On the bond market, a mixed situation prevailed, as regular bonds posted negative return (-0.42%), while convertible bonds posted a strong positive return (+5.50%) for the fifth consecutive month. Concerning commodities, the GSCI Commodity Spot index posted a positive return (5.41%) for the fifth consecutive month, erasing part of first quarter losses and coming back to February 2020 level.
The dollar recorded a fifth consecutive decline (-1.50%).
In this environment, all strategies except CTA Global, delivered positive returns. The best performing strategy was Short Selling (4.17%), followed by Event Driven (3.19%), the latest benefiting from the strong positive performance of the stock market. Long/Short Equity (2.83%), an equity-oriented strategy, as Event Driven, also benefited from this strong performance. The lowest performing strategy was CTA Global (-0.33%), followed by Equity Market Neutral (0.15%).
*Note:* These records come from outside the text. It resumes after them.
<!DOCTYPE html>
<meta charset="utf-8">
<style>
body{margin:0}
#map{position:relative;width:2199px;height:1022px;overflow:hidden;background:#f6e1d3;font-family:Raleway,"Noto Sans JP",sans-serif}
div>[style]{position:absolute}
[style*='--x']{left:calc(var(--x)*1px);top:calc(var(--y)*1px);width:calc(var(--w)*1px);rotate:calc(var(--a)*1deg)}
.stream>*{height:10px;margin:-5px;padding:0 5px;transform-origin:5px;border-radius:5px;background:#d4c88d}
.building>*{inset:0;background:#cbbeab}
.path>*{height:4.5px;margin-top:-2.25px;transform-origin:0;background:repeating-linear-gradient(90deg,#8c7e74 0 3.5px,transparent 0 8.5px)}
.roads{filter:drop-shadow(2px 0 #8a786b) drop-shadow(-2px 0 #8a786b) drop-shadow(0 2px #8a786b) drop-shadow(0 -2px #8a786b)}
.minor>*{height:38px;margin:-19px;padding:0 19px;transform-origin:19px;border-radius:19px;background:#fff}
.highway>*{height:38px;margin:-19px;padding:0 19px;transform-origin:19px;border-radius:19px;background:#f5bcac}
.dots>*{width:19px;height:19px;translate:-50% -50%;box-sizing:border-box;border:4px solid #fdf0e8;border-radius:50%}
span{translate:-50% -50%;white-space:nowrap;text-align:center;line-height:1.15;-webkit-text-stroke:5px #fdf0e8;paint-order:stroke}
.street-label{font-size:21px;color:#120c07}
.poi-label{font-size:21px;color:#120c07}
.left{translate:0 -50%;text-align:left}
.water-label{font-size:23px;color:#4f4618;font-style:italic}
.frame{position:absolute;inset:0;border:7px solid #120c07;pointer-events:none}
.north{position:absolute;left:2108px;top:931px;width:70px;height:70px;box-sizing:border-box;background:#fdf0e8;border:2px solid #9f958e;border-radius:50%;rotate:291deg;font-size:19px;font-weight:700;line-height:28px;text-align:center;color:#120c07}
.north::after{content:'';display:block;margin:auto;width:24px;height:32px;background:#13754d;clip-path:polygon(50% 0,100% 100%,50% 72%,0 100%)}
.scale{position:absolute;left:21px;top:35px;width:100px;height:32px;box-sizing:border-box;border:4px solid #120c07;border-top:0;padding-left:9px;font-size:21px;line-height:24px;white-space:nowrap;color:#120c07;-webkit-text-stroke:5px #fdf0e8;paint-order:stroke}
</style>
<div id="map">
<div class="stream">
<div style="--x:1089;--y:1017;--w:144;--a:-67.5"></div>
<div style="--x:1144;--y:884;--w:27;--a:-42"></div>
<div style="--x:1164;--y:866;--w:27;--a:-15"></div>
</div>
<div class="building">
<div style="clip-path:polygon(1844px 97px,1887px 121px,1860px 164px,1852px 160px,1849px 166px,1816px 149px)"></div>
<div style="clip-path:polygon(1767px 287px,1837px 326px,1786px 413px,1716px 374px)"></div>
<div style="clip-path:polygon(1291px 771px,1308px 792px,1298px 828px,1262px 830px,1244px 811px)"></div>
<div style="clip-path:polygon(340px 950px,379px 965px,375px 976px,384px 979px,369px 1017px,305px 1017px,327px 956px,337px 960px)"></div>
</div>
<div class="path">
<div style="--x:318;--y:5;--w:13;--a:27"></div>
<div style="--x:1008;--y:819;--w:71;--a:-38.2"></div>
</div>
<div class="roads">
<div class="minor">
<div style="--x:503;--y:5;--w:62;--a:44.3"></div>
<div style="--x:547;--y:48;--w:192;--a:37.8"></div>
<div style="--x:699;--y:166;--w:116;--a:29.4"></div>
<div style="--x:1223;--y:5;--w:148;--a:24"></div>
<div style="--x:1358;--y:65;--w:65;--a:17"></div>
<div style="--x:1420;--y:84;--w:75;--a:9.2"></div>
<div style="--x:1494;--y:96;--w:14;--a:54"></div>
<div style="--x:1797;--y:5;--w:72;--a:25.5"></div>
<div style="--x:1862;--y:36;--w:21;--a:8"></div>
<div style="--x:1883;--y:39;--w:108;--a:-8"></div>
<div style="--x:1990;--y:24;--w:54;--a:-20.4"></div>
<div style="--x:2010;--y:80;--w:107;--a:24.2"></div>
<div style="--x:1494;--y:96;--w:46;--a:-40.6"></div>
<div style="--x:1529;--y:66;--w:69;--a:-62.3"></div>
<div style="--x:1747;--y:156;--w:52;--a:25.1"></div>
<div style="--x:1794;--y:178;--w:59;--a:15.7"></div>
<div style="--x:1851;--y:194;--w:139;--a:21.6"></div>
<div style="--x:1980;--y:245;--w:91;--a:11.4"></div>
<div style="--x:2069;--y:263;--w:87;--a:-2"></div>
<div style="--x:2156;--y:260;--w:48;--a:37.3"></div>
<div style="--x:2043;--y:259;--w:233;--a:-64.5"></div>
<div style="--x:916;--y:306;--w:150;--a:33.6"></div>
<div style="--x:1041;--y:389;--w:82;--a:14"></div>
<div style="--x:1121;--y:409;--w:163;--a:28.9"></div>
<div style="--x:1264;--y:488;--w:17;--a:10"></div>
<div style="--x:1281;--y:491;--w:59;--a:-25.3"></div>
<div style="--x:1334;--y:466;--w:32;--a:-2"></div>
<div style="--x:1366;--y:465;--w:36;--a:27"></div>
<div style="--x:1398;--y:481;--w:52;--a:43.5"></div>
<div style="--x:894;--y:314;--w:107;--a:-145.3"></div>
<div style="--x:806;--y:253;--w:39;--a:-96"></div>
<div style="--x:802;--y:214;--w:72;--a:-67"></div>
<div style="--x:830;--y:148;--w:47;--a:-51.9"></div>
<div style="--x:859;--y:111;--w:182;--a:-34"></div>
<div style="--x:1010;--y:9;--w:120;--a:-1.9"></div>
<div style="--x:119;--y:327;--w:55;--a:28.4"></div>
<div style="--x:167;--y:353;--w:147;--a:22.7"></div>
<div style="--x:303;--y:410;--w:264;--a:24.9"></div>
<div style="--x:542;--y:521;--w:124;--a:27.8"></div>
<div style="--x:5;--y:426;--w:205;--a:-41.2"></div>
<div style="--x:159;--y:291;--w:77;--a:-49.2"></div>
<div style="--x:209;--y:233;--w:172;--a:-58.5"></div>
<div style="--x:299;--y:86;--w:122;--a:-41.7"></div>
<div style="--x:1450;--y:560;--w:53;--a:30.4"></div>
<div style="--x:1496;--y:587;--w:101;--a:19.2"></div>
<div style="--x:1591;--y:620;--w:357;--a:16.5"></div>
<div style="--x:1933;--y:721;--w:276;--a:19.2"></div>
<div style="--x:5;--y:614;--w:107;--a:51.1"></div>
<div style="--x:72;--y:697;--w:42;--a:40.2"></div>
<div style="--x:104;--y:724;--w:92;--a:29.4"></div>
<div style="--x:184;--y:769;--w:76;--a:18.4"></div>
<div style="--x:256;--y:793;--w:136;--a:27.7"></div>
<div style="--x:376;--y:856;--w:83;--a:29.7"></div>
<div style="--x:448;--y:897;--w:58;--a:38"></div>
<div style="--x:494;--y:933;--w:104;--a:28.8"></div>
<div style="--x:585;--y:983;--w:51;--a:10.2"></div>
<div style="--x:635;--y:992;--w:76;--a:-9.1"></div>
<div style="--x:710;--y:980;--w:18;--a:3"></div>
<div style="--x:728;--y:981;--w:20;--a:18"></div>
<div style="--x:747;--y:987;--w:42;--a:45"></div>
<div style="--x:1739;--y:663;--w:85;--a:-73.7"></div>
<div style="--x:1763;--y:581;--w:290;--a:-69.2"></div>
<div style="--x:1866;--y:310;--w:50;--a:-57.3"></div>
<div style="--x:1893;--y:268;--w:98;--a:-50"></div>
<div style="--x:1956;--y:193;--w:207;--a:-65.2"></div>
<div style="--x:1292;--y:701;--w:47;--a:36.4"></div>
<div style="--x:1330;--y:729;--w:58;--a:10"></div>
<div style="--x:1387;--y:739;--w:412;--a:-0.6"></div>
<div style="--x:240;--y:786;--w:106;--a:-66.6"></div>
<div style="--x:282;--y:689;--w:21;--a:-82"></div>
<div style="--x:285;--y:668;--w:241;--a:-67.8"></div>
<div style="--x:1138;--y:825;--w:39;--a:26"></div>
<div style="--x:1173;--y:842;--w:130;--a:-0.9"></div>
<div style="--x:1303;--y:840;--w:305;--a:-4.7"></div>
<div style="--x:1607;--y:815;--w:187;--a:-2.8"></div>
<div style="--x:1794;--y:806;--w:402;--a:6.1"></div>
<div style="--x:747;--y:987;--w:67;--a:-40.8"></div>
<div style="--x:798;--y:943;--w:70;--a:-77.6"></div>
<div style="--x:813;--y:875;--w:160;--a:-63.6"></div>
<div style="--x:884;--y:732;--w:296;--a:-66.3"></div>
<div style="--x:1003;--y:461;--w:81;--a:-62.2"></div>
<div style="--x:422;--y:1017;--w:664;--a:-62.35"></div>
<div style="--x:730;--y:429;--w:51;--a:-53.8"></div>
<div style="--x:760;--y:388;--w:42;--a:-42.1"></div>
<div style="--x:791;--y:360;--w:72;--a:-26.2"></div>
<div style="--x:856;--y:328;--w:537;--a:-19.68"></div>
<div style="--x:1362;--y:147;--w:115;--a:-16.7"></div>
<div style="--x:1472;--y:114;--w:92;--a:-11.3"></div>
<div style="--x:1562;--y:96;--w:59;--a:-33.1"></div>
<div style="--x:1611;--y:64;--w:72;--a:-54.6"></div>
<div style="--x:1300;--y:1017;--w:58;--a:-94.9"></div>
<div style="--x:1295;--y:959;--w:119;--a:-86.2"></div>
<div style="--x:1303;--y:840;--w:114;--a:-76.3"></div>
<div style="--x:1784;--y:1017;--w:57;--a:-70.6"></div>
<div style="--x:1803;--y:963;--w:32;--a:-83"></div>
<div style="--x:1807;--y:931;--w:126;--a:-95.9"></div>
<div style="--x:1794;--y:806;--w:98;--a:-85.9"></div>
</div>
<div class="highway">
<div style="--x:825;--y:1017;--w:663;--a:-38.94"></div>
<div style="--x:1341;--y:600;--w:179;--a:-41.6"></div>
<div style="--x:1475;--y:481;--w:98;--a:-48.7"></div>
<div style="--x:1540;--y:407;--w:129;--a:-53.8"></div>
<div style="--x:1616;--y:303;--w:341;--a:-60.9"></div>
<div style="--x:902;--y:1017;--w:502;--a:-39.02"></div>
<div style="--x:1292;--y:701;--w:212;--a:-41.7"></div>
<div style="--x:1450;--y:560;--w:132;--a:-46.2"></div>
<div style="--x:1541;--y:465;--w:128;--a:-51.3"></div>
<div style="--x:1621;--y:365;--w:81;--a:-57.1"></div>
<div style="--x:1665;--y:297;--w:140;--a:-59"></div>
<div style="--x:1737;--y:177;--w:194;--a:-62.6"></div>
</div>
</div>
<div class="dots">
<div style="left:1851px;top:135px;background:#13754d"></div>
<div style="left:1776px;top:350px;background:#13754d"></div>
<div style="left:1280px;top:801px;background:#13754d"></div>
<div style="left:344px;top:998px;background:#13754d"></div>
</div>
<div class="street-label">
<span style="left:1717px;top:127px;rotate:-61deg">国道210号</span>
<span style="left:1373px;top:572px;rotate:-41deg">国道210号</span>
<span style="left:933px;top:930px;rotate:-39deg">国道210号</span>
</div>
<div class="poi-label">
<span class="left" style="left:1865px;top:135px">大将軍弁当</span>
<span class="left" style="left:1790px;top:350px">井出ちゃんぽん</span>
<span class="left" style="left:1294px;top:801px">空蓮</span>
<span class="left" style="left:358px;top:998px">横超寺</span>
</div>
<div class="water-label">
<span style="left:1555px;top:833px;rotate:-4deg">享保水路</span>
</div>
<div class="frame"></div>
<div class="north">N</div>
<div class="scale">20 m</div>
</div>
The significant recovery observed for four months, gradually compensate the losses experienced since the beginning of the year. The year-to-date returns are now positive, except for three strategies (Distressed Securities, Event Driven and Merger Arbitrage). Seven strategies – one more than the previous month – namely Convertible Arbitrage, Emerging Markets, Fixed Income Arbitrage, Global Macro, Long / Short Equity, Relative Value and Fund of Funds, are again at their highest index level since EDHEC hedge fund indices' inception (December 1996).
Overall, the Funds of Funds strategy posted a strong positive return (2.03%), still in line with the market recovery.